What you are asked to do
The job is to find each line of the records below that includes the word "Willow" and copy it.

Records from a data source
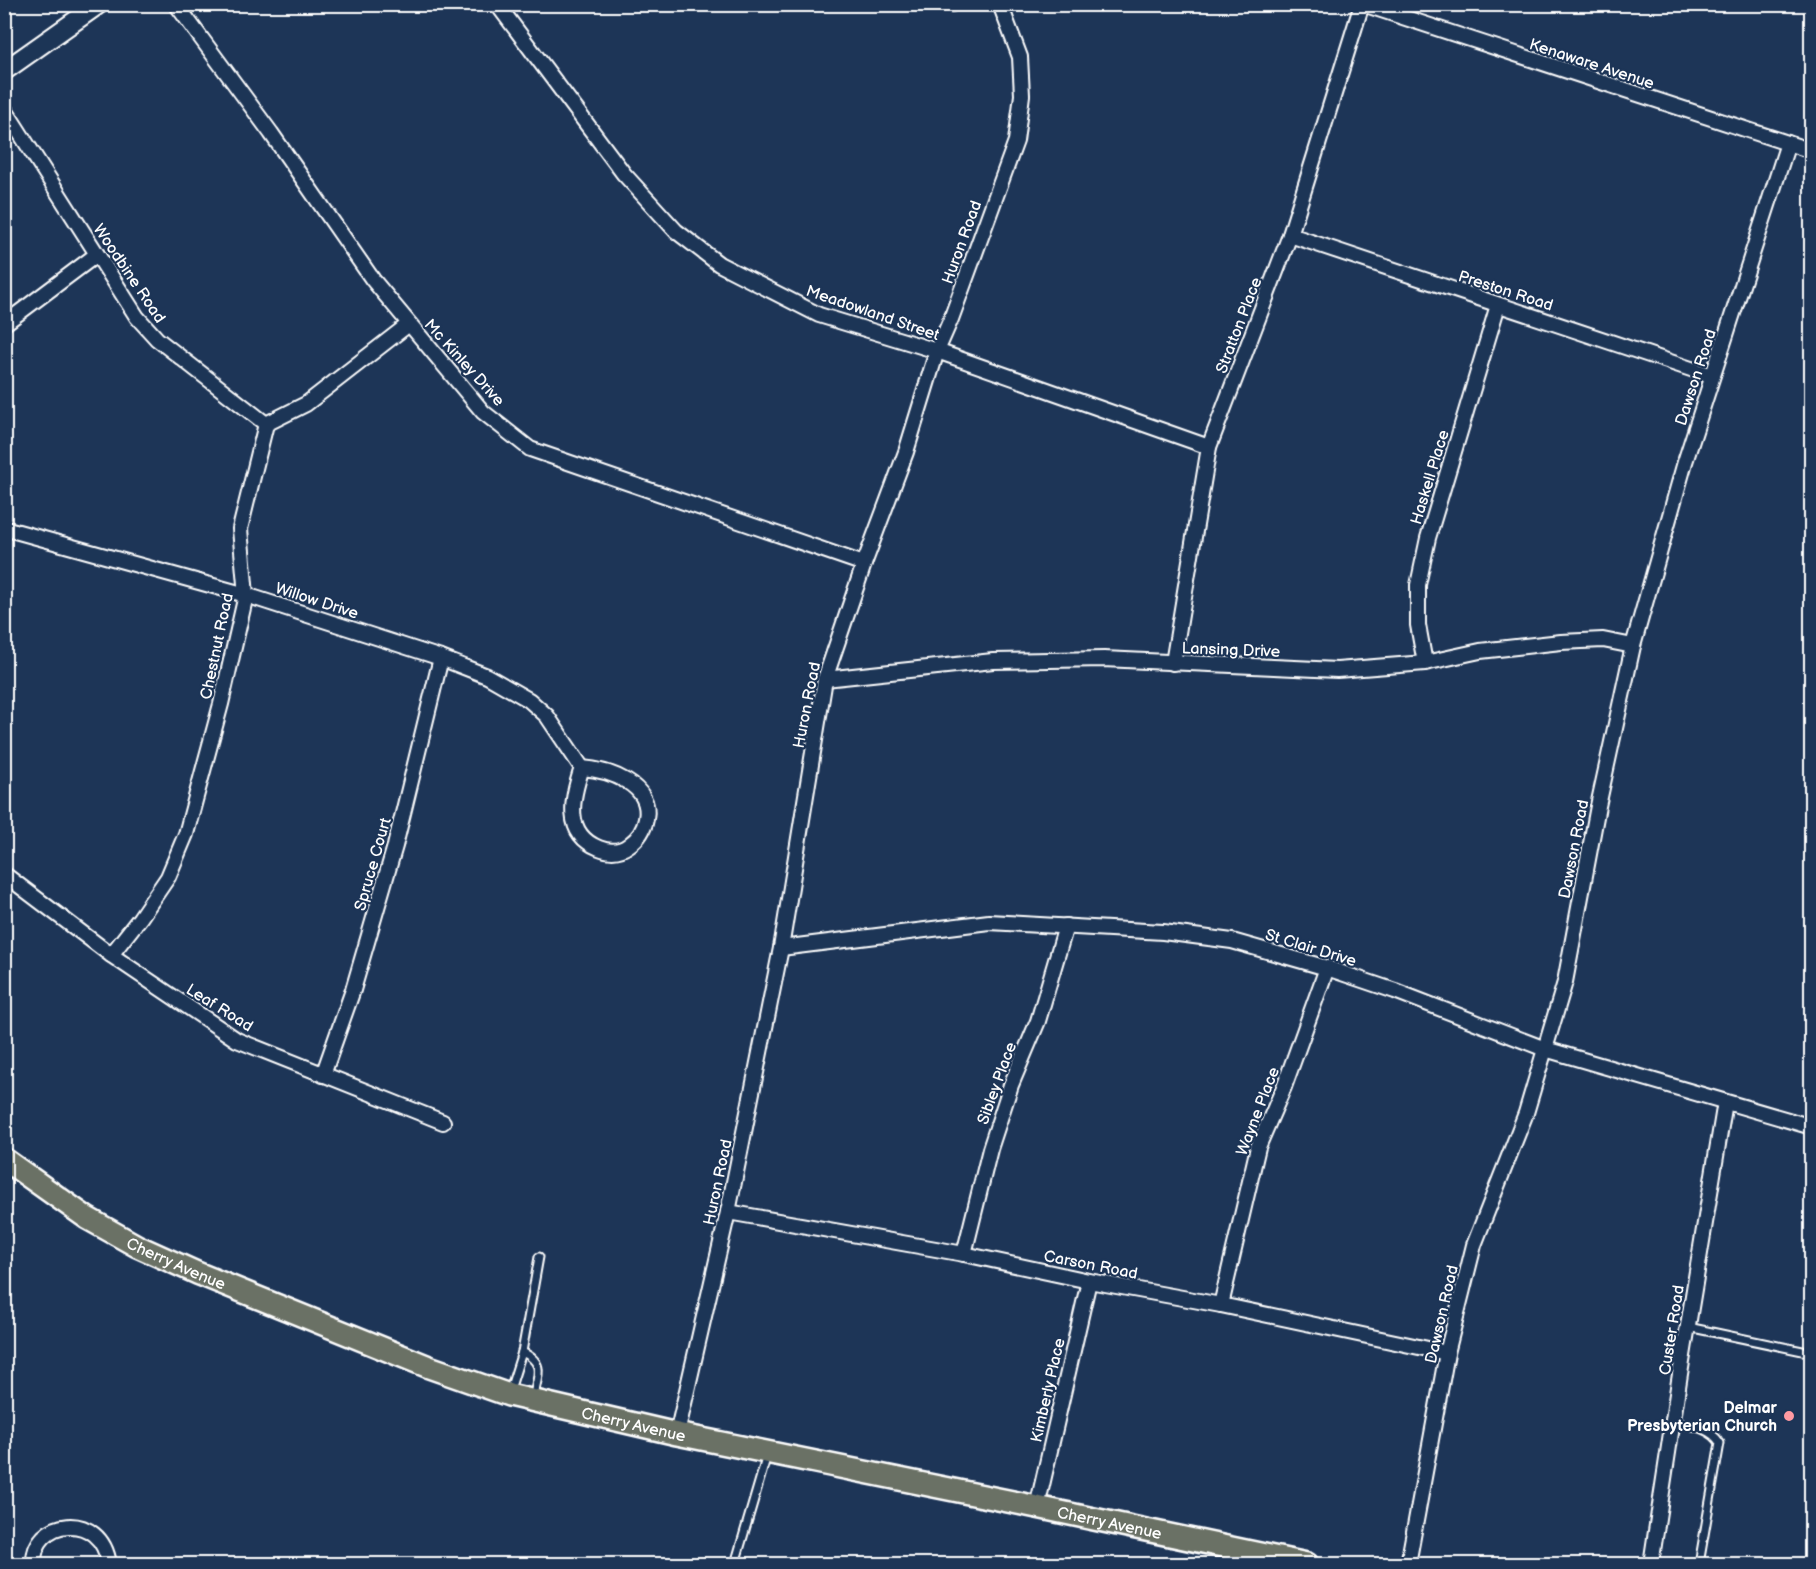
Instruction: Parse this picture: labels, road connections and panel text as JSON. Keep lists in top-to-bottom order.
{
  "streets": {
    "main road": ["Cherry Avenue"],
    "street": [
      "Kenaware Avenue",
      "Huron Road",
      "Woodbine Road",
      "Preston Road",
      "Meadowland Street",
      "Stratton Place",
      "Mc Kinley Drive",
      "Dawson Road",
      "Haskell Place",
      "Willow Drive",
      "Chestnut Road",
      "Lansing Drive",
      "Spruce Court",
      "St Clair Drive",
      "Leaf Road",
      "Sibley Place",
      "Wayne Place",
      "Carson Road",
      "Custer Road",
      "Kimberly Place"
    ]
  },
  "crossings": [
    ["Kenaware Avenue", "Stratton Place"],
    ["Kenaware Avenue", "Dawson Road"],
    ["Huron Road", "Meadowland Street"],
    ["Huron Road", "Mc Kinley Drive"],
    ["Huron Road", "Lansing Drive"],
    ["Huron Road", "St Clair Drive"],
    ["Huron Road", "Cherry Avenue"],
    ["Huron Road", "Carson Road"],
    ["Woodbine Road", "Chestnut Road"],
    ["Preston Road", "Stratton Place"],
    ["Preston Road", "Dawson Road"],
    ["Preston Road", "Haskell Place"],
    ["Meadowland Street", "Stratton Place"],
    ["Stratton Place", "Lansing Drive"],
    ["Dawson Road", "Lansing Drive"],
    ["Dawson Road", "St Clair Drive"],
    ["Dawson Road", "Carson Road"],
    ["Haskell Place", "Lansing Drive"],
    ["Willow Drive", "Chestnut Road"],
    ["Willow Drive", "Spruce Court"],
    ["Chestnut Road", "Leaf Road"],
    ["Spruce Court", "Leaf Road"],
    ["St Clair Drive", "Sibley Place"],
    ["St Clair Drive", "Wayne Place"],
    ["St Clair Drive", "Custer Road"],
    ["Sibley Place", "Carson Road"],
    ["Wayne Place", "Carson Road"],
    ["Cherry Avenue", "Kimberly Place"],
    ["Carson Road", "Kimberly Place"]
  ],
  "places": ["Delmar Presbyterian Church"]
}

Exercise output
      "Willow Drive",
    ["Willow Drive", "Chestnut Road"],
    ["Willow Drive", "Spruce Court"],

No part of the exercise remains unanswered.